**TASK ITEM**
Count, in the data that follows, every line with the string "Convert", and give that count as the whole reply.

**DATA UNDER STUDY**
╔══

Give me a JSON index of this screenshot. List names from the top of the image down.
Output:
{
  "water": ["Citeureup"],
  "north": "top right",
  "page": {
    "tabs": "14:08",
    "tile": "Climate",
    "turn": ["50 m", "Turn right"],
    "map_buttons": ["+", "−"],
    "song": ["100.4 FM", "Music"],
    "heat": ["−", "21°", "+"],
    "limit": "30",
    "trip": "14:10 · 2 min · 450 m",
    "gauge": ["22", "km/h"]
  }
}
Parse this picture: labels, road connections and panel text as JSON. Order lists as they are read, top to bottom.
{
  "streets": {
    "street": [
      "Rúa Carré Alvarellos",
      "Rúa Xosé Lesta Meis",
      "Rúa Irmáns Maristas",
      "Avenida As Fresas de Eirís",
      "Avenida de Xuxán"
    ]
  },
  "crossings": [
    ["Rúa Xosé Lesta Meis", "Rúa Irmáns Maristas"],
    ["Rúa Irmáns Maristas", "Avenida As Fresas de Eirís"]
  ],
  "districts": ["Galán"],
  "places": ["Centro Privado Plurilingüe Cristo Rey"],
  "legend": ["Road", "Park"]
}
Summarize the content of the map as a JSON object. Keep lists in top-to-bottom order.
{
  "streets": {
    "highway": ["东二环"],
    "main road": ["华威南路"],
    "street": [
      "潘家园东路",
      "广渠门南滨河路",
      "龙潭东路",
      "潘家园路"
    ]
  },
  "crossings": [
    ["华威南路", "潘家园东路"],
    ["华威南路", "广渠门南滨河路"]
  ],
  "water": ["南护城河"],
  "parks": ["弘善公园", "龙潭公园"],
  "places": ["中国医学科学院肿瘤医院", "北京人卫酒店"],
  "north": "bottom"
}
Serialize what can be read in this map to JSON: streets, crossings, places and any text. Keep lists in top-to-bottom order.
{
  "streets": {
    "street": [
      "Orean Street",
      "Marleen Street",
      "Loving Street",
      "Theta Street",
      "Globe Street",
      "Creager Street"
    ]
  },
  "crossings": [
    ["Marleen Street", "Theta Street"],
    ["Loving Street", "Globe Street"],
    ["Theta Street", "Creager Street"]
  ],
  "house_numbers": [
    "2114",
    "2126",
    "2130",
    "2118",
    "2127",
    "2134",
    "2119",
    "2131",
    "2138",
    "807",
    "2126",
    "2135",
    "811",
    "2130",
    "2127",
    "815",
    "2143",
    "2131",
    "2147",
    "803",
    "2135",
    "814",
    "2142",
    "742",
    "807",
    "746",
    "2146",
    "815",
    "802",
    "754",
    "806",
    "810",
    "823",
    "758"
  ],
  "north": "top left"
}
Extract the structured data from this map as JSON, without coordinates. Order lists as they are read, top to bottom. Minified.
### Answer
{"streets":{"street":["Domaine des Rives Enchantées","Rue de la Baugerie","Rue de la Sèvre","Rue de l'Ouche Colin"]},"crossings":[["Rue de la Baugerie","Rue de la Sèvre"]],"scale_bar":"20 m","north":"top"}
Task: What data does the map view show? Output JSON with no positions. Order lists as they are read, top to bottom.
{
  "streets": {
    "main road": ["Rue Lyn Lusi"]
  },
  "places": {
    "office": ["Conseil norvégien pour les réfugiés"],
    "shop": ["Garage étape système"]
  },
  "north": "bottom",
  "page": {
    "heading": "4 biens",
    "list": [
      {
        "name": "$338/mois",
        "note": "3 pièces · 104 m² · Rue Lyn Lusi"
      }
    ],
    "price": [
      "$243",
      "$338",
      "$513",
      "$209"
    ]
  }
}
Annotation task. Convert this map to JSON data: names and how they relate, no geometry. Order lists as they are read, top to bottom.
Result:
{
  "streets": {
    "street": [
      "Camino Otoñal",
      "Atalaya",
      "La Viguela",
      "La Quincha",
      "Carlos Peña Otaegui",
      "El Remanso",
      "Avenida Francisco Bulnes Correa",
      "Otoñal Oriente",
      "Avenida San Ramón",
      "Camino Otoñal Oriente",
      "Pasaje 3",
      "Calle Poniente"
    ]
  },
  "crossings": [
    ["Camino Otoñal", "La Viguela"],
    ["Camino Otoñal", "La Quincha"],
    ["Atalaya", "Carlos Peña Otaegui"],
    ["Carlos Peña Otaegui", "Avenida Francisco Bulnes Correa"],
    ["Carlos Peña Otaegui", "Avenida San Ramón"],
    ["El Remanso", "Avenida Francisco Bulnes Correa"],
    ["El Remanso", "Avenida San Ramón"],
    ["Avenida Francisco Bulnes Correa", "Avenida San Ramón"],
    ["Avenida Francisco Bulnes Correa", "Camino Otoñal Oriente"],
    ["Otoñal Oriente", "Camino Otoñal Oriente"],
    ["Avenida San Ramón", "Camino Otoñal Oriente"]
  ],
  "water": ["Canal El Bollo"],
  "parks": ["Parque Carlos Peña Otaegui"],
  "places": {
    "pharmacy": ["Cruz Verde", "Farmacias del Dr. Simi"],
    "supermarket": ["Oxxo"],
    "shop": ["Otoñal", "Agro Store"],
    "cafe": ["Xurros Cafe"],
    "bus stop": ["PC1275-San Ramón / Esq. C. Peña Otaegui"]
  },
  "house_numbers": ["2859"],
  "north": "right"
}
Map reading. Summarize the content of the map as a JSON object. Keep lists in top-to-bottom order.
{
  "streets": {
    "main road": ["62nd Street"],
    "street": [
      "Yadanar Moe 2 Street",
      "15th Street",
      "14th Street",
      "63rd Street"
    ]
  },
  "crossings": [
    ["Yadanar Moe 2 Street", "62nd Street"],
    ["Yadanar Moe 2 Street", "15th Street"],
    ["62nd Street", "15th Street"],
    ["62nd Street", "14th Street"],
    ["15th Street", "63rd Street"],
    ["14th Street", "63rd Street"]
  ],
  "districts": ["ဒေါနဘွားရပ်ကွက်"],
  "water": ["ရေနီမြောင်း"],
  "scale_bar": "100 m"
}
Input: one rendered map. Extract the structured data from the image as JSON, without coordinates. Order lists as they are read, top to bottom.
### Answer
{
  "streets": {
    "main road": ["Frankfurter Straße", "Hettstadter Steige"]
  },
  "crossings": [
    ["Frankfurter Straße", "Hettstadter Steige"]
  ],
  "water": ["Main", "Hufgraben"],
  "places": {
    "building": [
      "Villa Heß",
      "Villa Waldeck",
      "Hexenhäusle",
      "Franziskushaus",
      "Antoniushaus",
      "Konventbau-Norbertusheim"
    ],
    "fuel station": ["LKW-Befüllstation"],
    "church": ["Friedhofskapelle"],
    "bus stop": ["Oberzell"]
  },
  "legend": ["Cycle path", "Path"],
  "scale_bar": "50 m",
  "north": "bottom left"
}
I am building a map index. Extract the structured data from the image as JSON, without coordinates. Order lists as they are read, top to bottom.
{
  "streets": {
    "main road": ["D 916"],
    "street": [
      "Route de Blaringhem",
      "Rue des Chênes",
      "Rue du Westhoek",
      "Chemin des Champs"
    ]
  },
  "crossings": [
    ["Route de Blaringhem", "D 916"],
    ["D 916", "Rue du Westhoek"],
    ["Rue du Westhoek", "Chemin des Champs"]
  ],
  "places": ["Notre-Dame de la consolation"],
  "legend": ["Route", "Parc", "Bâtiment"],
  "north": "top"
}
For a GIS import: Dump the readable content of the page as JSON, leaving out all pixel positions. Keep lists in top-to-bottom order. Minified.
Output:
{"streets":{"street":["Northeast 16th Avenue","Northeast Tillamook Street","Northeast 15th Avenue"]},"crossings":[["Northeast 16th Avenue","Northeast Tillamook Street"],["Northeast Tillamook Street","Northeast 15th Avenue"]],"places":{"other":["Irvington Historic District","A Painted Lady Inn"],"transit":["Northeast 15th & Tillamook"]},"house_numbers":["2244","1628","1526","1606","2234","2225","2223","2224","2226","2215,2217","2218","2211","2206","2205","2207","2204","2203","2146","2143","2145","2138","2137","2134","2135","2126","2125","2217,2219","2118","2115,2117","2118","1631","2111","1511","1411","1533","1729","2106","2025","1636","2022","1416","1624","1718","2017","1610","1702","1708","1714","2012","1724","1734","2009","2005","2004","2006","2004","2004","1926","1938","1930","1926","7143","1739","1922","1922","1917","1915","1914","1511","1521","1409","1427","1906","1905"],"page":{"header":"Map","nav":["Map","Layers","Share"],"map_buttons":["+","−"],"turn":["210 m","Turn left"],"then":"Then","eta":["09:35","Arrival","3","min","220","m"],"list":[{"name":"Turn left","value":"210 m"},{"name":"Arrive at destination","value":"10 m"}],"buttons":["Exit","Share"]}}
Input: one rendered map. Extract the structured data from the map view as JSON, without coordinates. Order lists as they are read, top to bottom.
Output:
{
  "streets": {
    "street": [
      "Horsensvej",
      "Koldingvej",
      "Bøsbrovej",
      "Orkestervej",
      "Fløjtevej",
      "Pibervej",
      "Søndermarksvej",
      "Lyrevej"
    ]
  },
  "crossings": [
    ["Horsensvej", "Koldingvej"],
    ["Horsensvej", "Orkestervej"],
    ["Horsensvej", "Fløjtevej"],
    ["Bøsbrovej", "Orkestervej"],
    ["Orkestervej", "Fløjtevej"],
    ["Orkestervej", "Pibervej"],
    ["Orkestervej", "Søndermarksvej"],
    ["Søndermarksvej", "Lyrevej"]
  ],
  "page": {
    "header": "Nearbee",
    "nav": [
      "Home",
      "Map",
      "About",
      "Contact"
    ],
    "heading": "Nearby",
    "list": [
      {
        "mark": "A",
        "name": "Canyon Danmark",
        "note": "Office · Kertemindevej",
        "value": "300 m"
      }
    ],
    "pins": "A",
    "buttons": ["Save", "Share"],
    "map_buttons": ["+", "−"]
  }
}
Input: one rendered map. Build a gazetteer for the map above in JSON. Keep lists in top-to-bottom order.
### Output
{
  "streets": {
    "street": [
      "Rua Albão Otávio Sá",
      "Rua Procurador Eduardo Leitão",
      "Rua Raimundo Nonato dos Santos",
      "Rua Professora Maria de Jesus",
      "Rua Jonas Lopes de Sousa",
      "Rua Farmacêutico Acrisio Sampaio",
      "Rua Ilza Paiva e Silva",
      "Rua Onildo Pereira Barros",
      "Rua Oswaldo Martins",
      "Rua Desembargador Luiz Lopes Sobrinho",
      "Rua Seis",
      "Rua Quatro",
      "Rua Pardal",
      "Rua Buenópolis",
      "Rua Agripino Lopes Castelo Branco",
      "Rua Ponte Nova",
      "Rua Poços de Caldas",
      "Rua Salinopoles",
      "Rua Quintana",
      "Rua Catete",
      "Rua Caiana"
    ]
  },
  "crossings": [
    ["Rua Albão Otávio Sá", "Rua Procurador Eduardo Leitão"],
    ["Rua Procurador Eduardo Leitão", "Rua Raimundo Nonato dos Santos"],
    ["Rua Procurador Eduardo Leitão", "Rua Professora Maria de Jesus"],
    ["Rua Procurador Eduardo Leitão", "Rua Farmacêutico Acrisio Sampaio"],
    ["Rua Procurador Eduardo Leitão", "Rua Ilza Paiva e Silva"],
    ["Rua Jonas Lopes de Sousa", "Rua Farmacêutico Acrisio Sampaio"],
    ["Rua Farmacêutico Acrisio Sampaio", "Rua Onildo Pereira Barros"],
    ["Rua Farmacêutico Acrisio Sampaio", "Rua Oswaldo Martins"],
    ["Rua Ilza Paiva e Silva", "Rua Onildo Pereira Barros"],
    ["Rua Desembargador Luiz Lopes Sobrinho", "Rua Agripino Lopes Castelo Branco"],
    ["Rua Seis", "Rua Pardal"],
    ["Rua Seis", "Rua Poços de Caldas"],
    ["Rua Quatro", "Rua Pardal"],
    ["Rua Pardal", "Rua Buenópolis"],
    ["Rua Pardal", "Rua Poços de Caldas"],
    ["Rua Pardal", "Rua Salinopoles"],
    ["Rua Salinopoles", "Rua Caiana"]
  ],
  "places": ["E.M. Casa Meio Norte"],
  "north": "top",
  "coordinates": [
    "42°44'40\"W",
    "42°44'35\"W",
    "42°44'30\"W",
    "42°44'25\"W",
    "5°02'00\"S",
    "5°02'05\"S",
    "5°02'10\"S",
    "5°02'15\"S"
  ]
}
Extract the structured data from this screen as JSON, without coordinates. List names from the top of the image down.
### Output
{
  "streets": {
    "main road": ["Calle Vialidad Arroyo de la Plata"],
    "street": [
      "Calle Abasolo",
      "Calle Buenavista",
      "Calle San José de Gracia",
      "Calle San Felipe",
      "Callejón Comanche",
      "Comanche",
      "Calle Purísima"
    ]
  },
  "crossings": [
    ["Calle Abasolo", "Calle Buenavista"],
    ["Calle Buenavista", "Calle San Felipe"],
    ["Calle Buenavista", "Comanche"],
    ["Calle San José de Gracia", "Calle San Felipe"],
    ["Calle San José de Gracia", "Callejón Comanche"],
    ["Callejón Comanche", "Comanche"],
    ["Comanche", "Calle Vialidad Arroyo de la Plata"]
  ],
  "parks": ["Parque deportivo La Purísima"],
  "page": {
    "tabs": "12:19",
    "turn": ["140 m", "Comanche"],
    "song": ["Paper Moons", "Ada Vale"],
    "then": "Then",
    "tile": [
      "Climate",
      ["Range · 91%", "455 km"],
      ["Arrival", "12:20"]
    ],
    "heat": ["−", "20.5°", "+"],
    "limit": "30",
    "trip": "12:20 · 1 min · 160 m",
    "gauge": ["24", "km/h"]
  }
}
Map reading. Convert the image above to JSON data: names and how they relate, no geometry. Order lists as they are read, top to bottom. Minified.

╚══

**ANSWER TO THIS PROBLEM**
2